An investigation by the Financial Conduct Authority (FCA) in 2013 revealed that the faulty code resulted in 29.4 million CFD (contract for difference) equity swaps being recorded as 'sell' rather than 'buy' in transaction reports. The swaps were executed between November 2007 and April 2013.
The FCA uses transaction reports to detect and investigate suspected market abuse, insider trading and market manipulation, gathering information on details such as the product traded, the buyer and seller's identity, the price and the quantity concerned.
Although there was no loss to consumers or investors, the FCA said that the coding error could have had a "serious impact" on the FCA’s ability to detect any unlawful trading.
The regulator explained that Deutsche Bank took prompt steps to rectify the problem, and introduced a “system fix” on 20 April 2013. It also hired a consultant firm to carry out a two-stage review of its reporting systems and control framework, completed by December 2013.
The FCA said that Deutsche Bank avoided a higher penalty of £6.7 million by settling the case early.
''Effective market surveillance is critical to maintain the integrity of our markets and depends on accurate and timely reporting of transactions," said Tracey McDermott, the FCA’s director of enforcement and financial crime.
"Deutsche is a major market participant responsible for reporting millions of transactions every year.

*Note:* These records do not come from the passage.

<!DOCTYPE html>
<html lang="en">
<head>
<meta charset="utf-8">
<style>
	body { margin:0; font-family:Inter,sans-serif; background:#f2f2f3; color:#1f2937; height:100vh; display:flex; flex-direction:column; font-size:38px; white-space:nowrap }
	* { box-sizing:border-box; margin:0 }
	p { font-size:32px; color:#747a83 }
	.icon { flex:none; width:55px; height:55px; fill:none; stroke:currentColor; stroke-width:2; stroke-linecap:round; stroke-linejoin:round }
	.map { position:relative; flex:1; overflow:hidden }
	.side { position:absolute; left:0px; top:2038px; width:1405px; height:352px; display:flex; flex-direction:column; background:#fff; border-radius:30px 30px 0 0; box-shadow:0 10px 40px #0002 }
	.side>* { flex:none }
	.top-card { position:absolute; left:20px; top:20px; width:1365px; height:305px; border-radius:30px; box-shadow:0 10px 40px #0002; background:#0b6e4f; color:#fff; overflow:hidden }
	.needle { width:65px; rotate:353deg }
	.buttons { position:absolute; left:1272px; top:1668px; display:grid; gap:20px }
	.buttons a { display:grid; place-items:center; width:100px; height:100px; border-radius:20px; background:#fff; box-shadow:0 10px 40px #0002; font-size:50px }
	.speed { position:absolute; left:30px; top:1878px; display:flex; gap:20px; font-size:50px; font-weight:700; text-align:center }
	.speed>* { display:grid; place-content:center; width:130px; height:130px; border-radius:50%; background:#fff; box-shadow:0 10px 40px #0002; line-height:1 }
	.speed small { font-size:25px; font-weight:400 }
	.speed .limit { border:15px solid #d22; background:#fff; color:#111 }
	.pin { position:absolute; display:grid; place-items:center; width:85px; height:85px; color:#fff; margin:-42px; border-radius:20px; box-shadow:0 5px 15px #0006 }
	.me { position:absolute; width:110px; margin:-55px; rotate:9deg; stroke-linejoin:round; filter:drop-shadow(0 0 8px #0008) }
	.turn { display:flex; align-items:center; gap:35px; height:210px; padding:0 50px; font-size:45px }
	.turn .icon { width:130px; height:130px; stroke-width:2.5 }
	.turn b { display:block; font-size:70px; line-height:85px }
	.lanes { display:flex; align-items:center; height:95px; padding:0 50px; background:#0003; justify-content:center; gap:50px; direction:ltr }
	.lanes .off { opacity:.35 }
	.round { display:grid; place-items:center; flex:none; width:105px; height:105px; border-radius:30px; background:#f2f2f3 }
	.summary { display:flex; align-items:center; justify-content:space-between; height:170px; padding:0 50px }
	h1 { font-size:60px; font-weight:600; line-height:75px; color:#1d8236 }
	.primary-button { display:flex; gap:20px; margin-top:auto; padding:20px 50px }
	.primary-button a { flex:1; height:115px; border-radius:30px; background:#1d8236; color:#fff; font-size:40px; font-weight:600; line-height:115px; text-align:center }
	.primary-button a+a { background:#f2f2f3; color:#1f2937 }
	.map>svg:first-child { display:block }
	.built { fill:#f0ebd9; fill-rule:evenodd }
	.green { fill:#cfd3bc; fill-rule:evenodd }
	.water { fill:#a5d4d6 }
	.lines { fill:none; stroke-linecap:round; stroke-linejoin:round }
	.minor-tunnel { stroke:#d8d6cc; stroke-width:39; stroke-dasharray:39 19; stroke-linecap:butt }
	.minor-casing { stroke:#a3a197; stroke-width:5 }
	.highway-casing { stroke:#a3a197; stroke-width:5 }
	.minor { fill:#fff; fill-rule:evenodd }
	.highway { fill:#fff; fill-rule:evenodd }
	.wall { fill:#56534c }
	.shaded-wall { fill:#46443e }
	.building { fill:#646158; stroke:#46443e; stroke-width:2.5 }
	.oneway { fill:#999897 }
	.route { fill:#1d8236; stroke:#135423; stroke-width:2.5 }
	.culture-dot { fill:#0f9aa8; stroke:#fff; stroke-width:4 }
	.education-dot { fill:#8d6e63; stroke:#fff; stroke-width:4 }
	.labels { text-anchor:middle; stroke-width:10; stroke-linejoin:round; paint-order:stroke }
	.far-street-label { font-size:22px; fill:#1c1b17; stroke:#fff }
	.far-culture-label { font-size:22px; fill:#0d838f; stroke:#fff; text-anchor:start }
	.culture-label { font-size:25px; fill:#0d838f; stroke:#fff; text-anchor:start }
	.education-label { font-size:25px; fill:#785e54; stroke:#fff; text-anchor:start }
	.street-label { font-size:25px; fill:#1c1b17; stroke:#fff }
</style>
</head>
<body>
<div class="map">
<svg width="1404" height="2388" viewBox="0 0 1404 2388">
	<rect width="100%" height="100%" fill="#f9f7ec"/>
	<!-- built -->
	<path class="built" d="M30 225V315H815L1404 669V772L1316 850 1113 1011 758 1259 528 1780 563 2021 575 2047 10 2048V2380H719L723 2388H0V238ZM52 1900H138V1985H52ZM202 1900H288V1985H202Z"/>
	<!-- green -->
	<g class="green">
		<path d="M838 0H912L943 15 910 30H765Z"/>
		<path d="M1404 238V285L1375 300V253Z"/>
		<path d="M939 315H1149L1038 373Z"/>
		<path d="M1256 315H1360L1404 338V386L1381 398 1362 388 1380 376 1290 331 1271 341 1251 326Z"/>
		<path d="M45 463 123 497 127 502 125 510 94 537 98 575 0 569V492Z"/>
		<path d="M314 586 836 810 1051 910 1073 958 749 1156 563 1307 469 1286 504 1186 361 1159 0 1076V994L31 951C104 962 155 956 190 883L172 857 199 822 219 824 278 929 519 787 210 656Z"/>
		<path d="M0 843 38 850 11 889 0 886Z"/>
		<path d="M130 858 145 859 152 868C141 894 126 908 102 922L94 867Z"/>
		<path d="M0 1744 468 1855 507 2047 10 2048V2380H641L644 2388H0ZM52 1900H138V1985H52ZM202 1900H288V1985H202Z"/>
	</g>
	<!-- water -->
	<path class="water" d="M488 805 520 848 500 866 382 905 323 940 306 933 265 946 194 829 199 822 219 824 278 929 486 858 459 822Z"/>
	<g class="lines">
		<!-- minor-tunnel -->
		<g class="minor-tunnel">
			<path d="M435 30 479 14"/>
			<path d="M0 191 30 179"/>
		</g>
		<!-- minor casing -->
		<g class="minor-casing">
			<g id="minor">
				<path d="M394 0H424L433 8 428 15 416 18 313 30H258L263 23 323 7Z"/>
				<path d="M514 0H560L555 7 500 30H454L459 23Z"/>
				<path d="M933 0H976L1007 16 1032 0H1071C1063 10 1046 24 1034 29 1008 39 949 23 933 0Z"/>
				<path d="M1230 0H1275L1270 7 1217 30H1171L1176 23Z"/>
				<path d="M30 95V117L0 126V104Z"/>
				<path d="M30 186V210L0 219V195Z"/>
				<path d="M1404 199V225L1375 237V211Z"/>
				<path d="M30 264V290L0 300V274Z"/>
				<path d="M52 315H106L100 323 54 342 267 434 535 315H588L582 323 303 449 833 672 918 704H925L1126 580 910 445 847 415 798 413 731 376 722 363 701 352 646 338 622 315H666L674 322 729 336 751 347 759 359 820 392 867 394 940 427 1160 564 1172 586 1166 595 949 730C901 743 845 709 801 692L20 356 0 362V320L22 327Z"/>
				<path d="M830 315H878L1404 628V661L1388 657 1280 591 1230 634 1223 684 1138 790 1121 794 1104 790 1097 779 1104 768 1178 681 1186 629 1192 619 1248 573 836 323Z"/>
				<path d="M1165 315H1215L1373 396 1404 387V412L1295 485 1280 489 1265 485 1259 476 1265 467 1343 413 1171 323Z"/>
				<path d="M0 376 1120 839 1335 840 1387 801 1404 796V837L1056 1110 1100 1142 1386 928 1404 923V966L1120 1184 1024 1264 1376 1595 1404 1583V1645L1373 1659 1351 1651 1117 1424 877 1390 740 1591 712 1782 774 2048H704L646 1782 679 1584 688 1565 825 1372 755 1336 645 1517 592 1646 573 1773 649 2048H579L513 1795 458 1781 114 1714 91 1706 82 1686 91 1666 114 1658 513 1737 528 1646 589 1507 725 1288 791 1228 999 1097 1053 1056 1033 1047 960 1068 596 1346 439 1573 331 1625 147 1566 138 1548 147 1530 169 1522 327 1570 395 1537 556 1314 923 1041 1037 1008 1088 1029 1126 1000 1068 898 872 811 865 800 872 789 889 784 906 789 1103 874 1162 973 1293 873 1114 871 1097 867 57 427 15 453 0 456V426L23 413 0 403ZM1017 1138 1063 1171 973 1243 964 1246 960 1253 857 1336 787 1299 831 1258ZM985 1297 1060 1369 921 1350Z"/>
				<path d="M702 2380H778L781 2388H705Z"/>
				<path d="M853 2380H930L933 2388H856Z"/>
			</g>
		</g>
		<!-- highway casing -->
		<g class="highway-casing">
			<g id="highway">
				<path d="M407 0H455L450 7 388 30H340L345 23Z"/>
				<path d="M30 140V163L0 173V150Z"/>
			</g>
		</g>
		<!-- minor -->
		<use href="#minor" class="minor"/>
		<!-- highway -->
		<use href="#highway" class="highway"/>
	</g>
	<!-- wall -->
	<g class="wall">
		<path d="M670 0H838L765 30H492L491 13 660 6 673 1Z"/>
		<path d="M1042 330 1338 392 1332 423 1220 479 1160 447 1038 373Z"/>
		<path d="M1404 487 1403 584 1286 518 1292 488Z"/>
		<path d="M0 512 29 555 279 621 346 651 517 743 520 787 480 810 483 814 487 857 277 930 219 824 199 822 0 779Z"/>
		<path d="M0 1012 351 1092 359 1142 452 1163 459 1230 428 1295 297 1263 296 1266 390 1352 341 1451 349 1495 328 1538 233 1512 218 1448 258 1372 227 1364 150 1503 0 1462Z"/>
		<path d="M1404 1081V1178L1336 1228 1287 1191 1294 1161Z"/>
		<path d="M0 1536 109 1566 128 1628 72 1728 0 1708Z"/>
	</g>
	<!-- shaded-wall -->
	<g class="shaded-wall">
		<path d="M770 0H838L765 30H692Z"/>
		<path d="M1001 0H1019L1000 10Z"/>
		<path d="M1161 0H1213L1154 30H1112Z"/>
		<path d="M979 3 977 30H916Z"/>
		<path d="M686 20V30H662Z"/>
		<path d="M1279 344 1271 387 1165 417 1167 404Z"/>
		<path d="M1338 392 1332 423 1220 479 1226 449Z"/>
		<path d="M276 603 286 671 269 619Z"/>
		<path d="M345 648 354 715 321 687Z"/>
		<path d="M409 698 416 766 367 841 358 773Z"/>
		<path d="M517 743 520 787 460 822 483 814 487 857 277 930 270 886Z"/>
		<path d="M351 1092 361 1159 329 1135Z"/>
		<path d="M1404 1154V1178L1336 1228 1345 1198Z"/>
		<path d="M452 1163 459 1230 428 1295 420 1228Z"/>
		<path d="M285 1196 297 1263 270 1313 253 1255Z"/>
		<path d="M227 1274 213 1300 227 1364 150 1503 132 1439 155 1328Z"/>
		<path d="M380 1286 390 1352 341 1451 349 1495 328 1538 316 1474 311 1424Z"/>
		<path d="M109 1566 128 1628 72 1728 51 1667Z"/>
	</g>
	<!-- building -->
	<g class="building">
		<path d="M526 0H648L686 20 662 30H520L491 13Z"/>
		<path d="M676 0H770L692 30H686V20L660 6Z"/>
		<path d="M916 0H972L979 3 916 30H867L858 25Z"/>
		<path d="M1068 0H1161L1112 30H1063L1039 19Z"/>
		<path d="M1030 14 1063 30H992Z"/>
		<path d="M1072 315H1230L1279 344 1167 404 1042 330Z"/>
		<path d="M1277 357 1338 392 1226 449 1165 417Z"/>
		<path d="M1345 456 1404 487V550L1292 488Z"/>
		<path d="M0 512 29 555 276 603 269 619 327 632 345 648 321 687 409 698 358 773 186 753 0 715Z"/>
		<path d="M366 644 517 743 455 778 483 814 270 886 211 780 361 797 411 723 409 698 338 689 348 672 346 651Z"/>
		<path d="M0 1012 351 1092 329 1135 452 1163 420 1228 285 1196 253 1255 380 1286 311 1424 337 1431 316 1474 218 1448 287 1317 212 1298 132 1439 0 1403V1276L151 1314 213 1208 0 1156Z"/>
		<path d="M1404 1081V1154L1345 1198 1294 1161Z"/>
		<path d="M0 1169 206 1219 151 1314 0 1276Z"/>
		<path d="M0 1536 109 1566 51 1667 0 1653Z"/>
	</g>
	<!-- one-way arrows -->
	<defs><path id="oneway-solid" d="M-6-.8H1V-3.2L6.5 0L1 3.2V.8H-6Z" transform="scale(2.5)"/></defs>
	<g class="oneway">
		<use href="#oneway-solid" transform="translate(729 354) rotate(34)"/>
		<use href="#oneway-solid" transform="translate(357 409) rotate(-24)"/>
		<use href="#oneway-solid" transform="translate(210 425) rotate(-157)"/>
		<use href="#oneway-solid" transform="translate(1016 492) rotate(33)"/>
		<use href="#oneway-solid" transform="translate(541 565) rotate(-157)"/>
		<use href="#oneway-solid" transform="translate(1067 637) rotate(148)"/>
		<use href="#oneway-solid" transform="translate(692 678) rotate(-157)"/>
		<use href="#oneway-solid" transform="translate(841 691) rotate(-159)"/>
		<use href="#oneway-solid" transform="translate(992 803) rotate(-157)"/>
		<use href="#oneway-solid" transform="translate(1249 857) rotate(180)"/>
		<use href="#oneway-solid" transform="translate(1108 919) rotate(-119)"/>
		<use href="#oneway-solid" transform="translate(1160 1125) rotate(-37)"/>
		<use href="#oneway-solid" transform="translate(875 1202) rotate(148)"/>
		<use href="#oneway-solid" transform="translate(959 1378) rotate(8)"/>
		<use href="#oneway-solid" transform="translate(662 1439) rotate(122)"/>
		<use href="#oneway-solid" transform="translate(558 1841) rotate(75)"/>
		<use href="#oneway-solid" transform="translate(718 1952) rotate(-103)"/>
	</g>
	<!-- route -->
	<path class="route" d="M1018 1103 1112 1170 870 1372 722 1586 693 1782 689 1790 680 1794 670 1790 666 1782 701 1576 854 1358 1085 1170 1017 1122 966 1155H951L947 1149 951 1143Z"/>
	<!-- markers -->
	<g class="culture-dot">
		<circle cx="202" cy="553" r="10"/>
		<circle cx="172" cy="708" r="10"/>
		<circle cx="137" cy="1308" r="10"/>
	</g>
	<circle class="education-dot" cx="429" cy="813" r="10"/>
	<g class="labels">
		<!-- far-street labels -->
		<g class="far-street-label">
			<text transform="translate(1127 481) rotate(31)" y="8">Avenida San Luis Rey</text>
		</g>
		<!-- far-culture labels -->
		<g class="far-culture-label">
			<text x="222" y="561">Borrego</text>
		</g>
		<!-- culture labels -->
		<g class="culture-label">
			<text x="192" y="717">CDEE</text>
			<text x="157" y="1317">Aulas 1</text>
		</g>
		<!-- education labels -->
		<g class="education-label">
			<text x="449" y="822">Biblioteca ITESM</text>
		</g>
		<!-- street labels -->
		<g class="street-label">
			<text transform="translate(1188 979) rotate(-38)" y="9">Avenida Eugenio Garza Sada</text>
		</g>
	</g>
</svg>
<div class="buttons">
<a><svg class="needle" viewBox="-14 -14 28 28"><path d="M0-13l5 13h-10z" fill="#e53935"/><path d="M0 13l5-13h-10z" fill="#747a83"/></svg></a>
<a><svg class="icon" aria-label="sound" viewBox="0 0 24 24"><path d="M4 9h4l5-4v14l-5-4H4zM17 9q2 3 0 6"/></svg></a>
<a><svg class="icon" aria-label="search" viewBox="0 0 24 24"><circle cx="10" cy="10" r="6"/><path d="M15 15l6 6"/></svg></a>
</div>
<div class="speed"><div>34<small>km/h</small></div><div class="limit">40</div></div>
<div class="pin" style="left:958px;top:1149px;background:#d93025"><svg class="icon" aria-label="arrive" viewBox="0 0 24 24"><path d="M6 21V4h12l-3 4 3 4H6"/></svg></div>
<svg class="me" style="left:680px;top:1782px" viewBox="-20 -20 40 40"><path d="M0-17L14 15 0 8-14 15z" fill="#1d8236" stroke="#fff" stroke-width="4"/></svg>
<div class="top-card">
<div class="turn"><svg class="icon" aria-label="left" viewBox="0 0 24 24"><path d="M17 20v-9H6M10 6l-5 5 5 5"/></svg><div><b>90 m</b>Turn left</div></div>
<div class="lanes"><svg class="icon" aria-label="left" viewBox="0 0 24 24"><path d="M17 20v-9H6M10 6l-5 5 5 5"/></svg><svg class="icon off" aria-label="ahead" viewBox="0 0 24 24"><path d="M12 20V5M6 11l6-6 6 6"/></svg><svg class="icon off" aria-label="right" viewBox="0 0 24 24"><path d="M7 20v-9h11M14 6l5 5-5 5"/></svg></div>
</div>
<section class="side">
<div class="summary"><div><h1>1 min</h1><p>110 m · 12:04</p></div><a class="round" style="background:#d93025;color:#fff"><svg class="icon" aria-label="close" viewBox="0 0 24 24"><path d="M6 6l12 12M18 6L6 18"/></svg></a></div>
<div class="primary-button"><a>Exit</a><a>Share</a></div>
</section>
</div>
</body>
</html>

We have repeatedly highlighted the importance of accurate transaction reporting and taken enforcement action against a number of firms."
She added:"There is simply no excuse for Deutsche's failure to get this right. Other firms should be in no doubt about our continued focus on this issue."
Deutsche Bank is the 11th firm to be fined by the FCA over failings with transaction reporting systems, with others including Commerzbank, Societe Generale and Barclays. Royal Bank of Scotland received the largest fine, £5,620,300, for reporting millions of transactions improperly, and failing to report hundreds of thousands at all.